This seems like a pretty straightforward method, but beware of drawing conclusions based only on observations—you’ll fall into the assumptions trap. 

I’ve fallen into this myself by relying on direct observations and reports consisting of data based on observations, and I suspect I am not alone. The assumptions trap is a consequence of the way in which the human brain forms patterns to help us manage a complicated life more efficiently.

Patterns feed our assumptions. They help us react, predict and make decisions regarding situations without having to assemble and sift through all of the details of what we are observing. The problem is the brain has no investment in making distinctions between fact and fiction. It takes in what it sees, dismisses what doesn’t fit, and draws a conclusion as expeditiously as possible. It will even add in data to fill any gaps just to complete the picture to fit the established pattern. This works very well when we need to slam on the brakes to avoid a child who darts into the road. However, this process has limits when used exclusively to assess or make assumptions about the effectiveness of a safety culture.

David McLean, Chief Operating Officer for Maersk, expressed this realization in his article “The Importance Of Process Safety & Promoting A Culture of PSM.”

“We were all very good at measuring personal safety performance, i.e. slips, trips, and falls, and this is very tangible, but did a good personal safety record mean we had a safe operation? Clearly not, as several major accidents had proven.”

Avoid the Assumptions Trap by Engaging in Conversations

“Can you hear me now?” was the key refrain from a Verizon commercial a few years ago.
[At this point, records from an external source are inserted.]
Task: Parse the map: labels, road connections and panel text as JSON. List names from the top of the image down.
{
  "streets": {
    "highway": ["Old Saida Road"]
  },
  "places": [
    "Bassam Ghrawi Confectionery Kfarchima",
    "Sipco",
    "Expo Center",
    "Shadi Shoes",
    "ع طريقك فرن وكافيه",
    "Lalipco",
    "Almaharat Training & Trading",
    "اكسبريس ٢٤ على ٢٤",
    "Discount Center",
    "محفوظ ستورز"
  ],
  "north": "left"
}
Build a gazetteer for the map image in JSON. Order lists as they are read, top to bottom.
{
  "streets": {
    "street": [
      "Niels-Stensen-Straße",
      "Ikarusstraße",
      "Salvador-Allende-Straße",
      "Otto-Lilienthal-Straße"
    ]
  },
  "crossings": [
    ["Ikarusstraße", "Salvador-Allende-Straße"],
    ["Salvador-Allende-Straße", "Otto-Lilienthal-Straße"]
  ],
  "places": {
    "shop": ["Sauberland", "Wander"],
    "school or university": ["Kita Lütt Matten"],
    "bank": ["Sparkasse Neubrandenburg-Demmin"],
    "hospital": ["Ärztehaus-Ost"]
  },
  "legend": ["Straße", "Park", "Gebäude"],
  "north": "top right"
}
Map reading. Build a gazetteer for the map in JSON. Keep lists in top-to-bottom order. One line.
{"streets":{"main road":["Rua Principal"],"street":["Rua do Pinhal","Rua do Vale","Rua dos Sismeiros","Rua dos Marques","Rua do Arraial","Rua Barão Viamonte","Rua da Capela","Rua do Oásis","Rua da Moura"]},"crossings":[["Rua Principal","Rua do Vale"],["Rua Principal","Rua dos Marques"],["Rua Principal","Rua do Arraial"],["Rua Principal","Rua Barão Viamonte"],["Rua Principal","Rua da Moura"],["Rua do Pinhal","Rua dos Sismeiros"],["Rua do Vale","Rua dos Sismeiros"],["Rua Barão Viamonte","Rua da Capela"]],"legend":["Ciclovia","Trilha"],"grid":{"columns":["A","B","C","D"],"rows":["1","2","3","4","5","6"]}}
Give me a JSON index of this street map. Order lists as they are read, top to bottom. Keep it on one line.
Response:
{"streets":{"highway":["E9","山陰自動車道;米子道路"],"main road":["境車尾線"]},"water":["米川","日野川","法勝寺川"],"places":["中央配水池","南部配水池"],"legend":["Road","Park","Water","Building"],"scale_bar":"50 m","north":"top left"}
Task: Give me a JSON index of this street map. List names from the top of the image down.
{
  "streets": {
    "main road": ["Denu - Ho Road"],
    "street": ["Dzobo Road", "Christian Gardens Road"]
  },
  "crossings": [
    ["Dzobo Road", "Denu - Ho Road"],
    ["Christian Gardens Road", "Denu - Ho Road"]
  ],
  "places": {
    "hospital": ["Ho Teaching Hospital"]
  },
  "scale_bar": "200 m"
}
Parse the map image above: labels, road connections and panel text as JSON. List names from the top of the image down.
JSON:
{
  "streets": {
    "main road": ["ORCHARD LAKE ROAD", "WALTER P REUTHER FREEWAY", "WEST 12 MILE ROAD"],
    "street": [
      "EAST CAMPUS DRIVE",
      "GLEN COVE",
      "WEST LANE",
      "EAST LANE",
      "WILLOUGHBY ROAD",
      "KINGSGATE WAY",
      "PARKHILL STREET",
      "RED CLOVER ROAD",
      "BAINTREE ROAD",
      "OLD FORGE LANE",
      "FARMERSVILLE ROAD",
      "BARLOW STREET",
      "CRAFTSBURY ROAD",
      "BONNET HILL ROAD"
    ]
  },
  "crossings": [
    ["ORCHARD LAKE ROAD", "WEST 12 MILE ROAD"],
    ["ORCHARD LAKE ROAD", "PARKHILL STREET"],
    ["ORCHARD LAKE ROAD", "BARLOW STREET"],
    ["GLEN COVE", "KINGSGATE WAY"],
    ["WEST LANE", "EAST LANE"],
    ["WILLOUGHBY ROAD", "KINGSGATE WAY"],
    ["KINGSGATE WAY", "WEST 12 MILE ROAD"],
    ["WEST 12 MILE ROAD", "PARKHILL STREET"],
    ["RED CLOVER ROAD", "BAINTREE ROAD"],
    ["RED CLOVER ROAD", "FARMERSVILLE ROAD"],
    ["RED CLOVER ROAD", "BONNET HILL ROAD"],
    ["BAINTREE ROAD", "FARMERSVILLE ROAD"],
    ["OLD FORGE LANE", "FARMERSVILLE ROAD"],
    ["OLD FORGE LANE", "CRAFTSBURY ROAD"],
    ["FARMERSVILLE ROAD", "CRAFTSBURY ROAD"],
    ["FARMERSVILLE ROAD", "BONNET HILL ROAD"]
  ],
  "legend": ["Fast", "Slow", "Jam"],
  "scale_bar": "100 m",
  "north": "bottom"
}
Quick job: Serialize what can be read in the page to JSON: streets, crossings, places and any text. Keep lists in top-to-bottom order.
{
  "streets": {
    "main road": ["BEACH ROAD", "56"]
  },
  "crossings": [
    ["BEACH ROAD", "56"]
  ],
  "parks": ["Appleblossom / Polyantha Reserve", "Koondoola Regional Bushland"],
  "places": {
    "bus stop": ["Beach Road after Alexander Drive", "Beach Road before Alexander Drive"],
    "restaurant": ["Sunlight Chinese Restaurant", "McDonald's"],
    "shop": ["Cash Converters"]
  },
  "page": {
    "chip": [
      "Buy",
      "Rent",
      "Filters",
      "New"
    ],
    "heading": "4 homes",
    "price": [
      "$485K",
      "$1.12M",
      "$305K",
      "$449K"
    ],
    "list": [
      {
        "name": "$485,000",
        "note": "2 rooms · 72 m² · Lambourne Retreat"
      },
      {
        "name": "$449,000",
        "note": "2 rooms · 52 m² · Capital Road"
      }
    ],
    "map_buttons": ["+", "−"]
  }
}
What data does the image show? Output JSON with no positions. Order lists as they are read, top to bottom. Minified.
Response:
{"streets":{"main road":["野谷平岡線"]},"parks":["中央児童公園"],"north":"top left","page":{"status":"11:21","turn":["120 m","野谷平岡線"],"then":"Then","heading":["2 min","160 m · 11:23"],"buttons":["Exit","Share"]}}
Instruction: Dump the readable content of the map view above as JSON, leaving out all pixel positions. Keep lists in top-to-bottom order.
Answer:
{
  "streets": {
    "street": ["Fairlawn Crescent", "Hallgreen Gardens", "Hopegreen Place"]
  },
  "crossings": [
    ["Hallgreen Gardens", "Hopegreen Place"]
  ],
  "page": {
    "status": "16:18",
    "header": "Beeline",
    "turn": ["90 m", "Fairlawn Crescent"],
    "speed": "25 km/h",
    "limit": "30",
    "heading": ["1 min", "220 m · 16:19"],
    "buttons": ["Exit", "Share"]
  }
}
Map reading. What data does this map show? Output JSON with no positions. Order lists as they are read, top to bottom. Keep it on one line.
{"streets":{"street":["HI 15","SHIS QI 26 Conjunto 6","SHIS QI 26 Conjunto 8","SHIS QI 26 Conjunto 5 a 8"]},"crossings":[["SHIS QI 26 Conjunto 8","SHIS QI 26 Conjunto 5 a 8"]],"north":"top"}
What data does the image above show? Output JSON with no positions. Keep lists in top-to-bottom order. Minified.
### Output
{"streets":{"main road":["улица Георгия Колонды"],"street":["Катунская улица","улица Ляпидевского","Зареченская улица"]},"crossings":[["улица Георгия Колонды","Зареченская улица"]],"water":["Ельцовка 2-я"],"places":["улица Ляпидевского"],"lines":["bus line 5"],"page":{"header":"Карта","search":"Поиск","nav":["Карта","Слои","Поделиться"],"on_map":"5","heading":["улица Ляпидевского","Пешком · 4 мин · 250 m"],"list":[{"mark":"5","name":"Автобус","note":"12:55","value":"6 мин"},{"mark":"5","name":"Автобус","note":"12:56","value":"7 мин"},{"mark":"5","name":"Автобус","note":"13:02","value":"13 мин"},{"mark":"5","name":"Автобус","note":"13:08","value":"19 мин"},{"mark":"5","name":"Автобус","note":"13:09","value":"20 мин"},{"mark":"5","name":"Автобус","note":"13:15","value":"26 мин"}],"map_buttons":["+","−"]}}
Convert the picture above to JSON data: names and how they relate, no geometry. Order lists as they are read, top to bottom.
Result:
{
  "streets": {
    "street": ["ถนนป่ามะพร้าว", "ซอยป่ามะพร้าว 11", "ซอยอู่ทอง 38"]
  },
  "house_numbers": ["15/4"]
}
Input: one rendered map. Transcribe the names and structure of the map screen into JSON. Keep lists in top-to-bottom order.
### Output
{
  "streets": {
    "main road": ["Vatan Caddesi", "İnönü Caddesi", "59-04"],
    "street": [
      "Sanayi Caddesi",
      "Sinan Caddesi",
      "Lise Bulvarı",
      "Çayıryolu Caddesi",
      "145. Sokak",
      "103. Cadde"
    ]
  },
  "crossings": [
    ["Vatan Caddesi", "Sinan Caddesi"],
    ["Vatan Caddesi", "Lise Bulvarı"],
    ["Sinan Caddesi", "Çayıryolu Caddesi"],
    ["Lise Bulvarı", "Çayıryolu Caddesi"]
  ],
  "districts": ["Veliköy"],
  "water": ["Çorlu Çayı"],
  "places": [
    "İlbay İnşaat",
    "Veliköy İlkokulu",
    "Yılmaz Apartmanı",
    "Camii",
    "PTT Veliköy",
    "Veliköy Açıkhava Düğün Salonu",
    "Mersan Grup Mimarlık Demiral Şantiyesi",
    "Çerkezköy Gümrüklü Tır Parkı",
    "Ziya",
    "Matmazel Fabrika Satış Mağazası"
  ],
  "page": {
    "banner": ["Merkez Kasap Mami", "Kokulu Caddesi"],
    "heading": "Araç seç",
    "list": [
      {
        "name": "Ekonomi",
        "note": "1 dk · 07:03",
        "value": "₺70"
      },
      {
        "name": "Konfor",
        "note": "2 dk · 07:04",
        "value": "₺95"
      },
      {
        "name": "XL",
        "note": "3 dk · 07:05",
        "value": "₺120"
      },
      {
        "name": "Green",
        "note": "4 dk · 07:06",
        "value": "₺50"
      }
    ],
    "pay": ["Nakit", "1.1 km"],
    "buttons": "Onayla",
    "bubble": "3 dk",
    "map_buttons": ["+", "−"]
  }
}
If you listen, you can hear employees using this same refrain in regard to their relationship with their managers.

“They never listen to us, and when they do, they don’t hear what we are saying,” I’ve heard employees say. “They already have their minds made up.”

Consider for a moment that managers spend 75% to 90% of their time in conversations! Who are they having these conversations with? And are they really listening or just filling in the gaps of existing beliefs and patterns? To understand and know one’s culture you must listen to it—not just to the words but also to the emotional texture of the words. A safety culture is created, nurtured and sustained by the breath and quality of the conversations that take place and the ones that don’t.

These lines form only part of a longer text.